In national terms, Germany’s manufacturing PMI figure led the Euro-pack with a 32-month high of 56.5; Spain hit a 45-month high of 52.2; France finally seems to be closing the gap to growth after months of contraction with a PMI just under the 50 mark at 49.3; and even financially-strapped Greece flipped into growth last month for the first time since 2009, with a PMI of 51.2.
Outside the Eurozone, the UK continued to top the global growth table with a strong manufacturing PMI of 56.7 in January, although growth seems to have stabilized following the high of 57.2 in December. “Although the pace of output expansion has cooled slightly in recent months, growth is still tracking at one of the highest rates in the 22-year survey history,” commented Rob Dobson, senior economist at Markit.

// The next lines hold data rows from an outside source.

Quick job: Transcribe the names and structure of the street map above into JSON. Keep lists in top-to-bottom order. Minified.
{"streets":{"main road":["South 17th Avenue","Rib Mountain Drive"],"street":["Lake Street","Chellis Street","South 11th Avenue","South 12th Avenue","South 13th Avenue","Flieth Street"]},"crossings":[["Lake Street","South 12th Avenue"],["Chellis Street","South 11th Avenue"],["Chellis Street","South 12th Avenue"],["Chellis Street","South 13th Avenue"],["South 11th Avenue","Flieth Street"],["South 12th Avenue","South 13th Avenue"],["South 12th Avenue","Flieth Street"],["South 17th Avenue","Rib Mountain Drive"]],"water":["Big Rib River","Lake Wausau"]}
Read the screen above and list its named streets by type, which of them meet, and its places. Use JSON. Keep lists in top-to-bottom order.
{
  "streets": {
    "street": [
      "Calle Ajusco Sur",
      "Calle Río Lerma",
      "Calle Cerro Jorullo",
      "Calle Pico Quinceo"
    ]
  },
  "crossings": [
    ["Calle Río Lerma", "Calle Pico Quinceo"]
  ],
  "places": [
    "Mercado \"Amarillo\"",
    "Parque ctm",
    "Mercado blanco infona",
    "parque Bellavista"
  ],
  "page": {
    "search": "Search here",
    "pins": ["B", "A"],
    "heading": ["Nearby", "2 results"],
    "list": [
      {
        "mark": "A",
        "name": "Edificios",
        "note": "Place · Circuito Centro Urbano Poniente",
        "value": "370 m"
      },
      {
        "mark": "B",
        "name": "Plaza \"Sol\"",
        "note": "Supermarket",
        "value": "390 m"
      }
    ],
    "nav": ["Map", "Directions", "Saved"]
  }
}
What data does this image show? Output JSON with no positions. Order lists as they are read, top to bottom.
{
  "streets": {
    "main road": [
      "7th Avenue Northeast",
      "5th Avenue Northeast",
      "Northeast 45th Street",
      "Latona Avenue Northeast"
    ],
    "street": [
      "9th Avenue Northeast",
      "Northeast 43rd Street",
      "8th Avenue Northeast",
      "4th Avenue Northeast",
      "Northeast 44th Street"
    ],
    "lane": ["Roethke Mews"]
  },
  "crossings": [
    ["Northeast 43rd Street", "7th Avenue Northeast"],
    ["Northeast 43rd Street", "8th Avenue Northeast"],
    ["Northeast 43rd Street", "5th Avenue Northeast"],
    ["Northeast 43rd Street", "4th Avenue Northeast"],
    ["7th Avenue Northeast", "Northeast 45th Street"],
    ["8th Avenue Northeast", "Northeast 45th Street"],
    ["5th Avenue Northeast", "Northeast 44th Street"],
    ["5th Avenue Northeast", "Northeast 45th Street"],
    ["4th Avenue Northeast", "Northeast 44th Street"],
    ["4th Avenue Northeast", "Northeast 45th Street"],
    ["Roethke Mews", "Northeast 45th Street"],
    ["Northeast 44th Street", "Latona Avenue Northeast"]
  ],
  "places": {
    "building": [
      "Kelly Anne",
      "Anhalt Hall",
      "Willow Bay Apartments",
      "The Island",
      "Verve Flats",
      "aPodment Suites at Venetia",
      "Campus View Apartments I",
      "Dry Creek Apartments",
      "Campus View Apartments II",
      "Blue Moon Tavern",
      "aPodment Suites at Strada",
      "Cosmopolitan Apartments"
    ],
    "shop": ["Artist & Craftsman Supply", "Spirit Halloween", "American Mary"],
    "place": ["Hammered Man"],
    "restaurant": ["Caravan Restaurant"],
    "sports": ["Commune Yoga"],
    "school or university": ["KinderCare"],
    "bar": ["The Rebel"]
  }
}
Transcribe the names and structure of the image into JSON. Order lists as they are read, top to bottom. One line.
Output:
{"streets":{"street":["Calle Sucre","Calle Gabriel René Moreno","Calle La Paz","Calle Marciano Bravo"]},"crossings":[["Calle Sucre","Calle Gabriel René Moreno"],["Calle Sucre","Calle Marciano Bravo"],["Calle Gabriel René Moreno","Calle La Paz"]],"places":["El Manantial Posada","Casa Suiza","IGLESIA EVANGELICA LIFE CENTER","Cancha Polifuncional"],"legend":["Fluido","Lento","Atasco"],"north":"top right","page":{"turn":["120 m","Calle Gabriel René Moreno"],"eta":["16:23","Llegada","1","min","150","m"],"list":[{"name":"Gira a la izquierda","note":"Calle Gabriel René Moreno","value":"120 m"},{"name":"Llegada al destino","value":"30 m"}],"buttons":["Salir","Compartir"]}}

BRIC nations fared less well in January. Brazil remained just over the growth threshold with a marginally improved PMI of 50.8; Russia’s PMI dropped to a 55-month low of 48.0; and China’s PMI dipped back into contraction at 49.5 in January, compared to 50.5 at the end of 2013. Chinese manufacturing employment also fell for the third month with the steepest reduction in jobs since March 2009.
India’s manufacturing sector, however, finally saw mild improvements in both domestic and overseas orders during January, helping to push India’s manufacturing PMI up to 51.4 last month from 50.7 in December, according to the latest HSBC/Markit results. Though still in the low 50s, this figure suggests that India’s factory sector expanded at its fastest pace since March 2013.
By far the brightest star in Asia last month was Japan. After suffering badly from both economic and natural upheaval in recent years, Japan’s PMI shot up to 56.6 in January, the highest level of growth for eight years. Factory output increased at the sharpest pace for over 12 years, and new orders rose faster than they have since February 2006.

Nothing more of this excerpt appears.